((
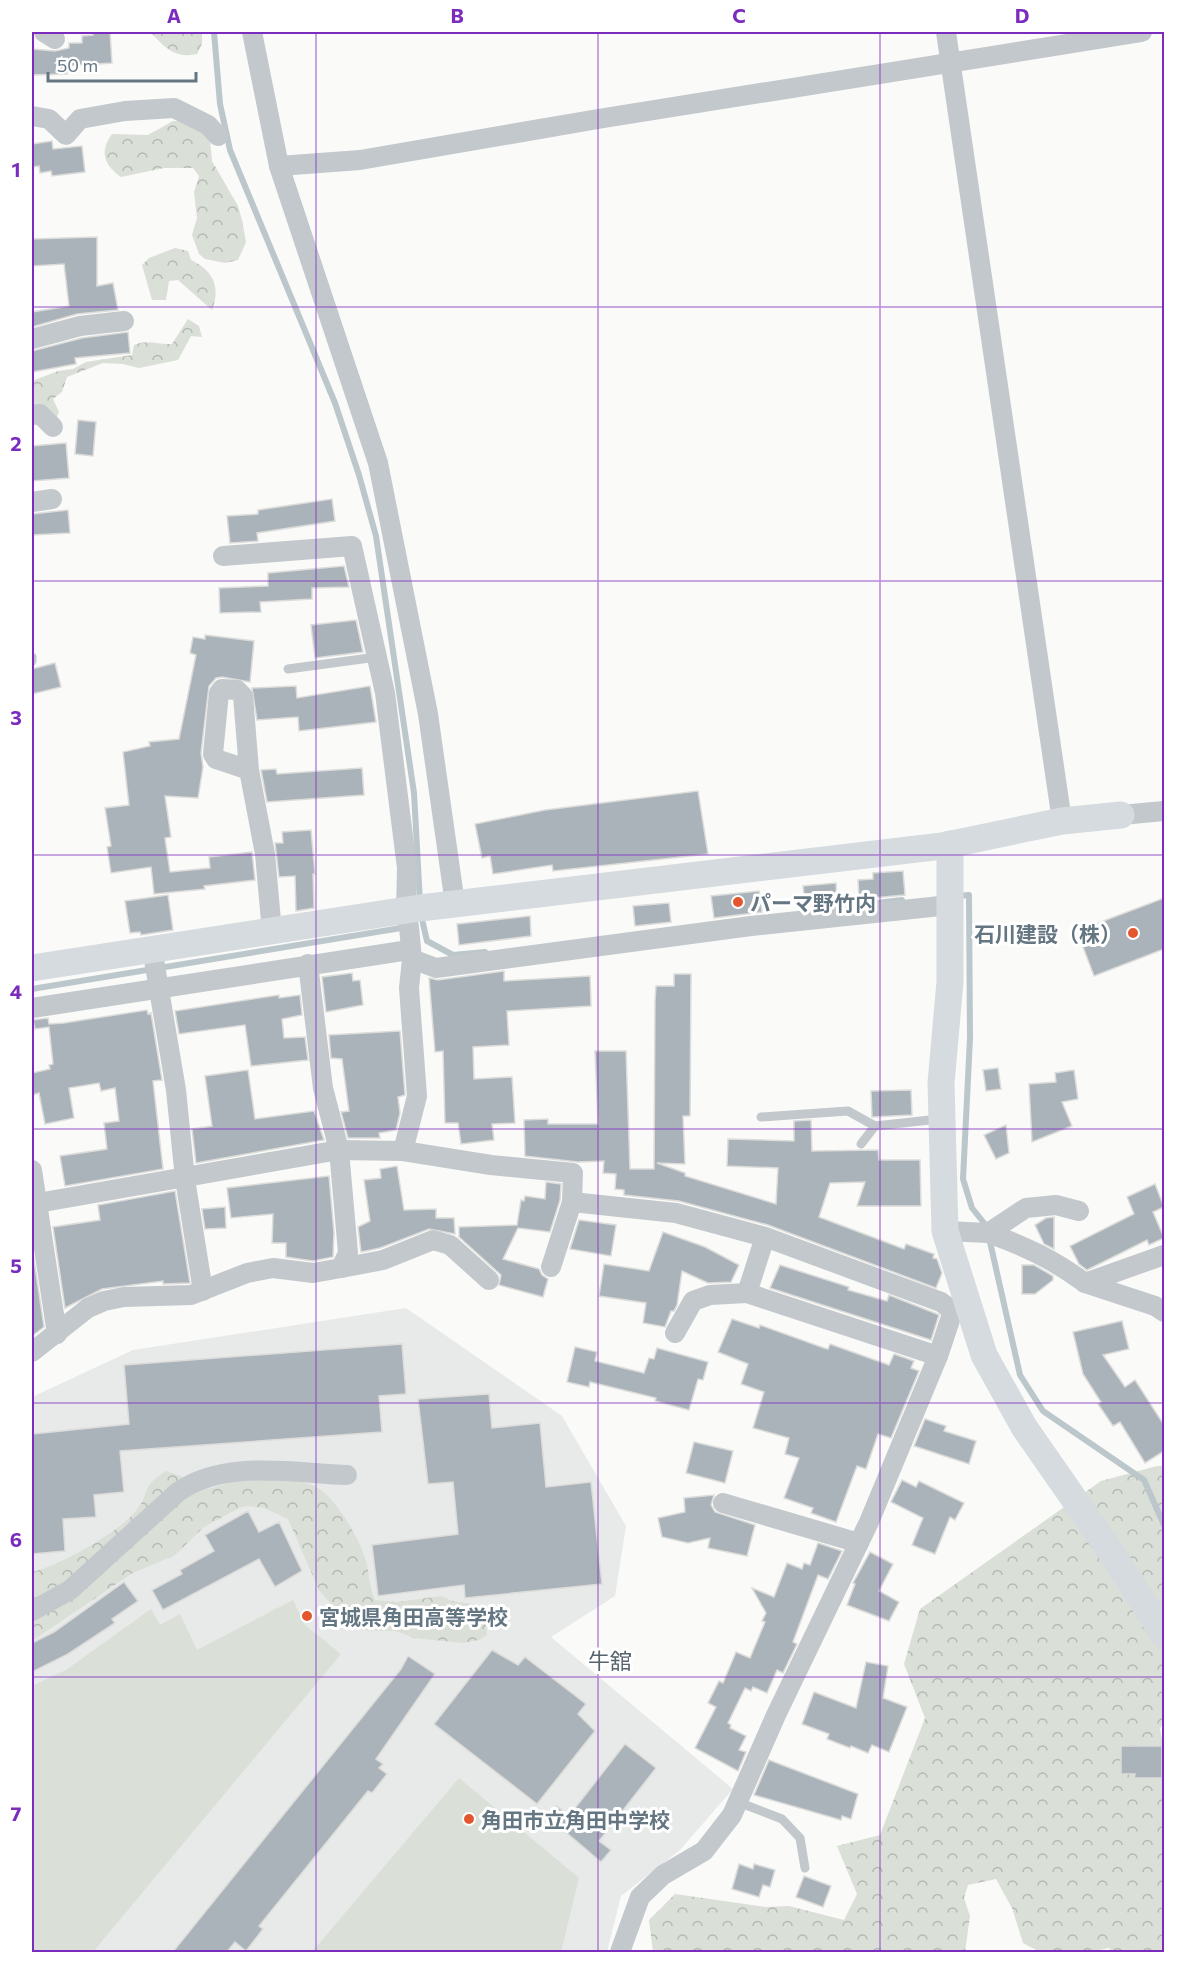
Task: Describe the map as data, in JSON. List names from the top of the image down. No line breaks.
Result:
{"districts":["牛舘"],"places":["パーマ野竹内","石川建設（株）","宮城県角田高等学校","角田市立角田中学校"],"scale_bar":"50 m","grid":{"columns":["A","B","C","D"],"rows":["1","2","3","4","5","6","7"]}}
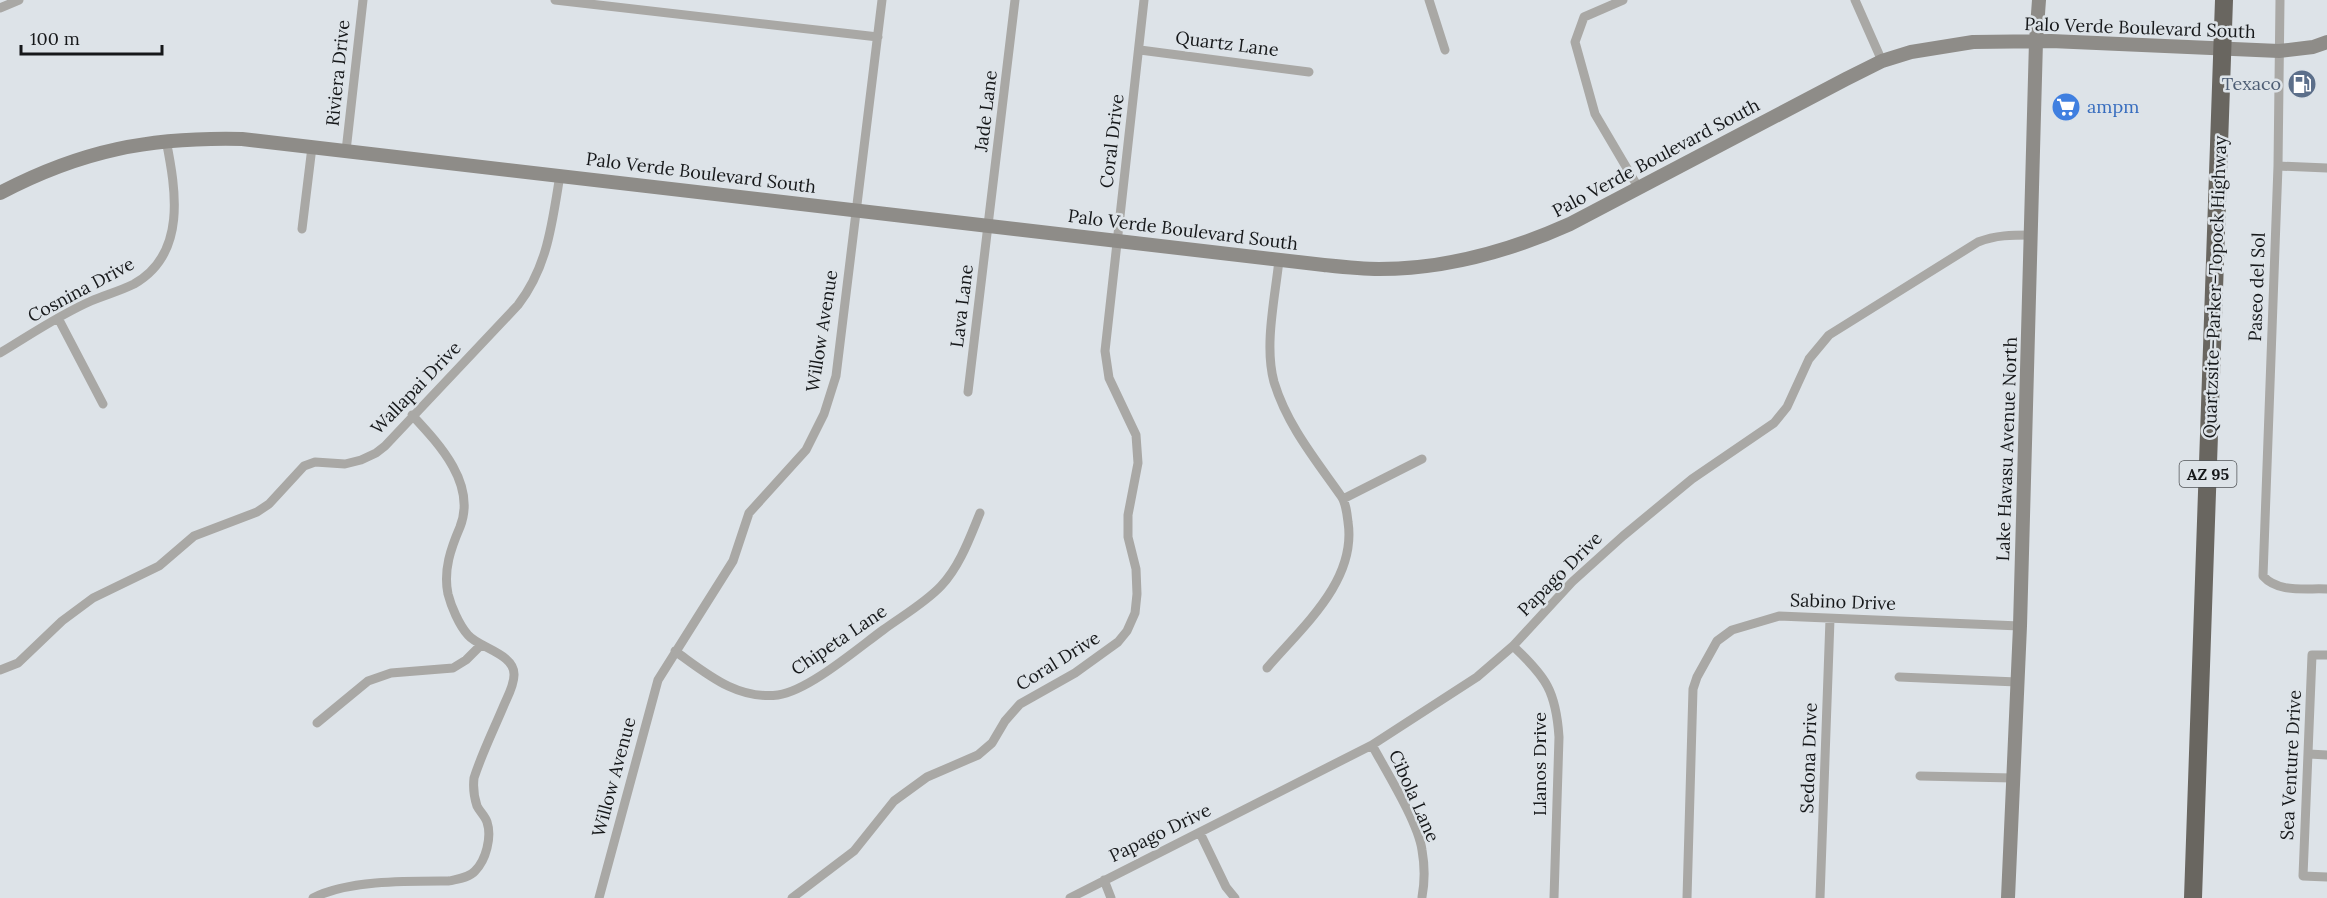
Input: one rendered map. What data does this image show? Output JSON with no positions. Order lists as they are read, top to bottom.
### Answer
))
• **GOAL OF THE EXERCISE**
Give every record back exactly as it reads, with no images.

• **THE ANSWER**
Task: Describe the map as data, in JSON. List names from the top of the image down. No line breaks.
Result:
{"districts":["牛舘"],"places":["パーマ野竹内","石川建設（株）","宮城県角田高等学校","角田市立角田中学校"],"scale_bar":"50 m","grid":{"columns":["A","B","C","D"],"rows":["1","2","3","4","5","6","7"]}}
Input: one rendered map. What data does this image show? Output JSON with no positions. Order lists as they are read, top to bottom.
### Answer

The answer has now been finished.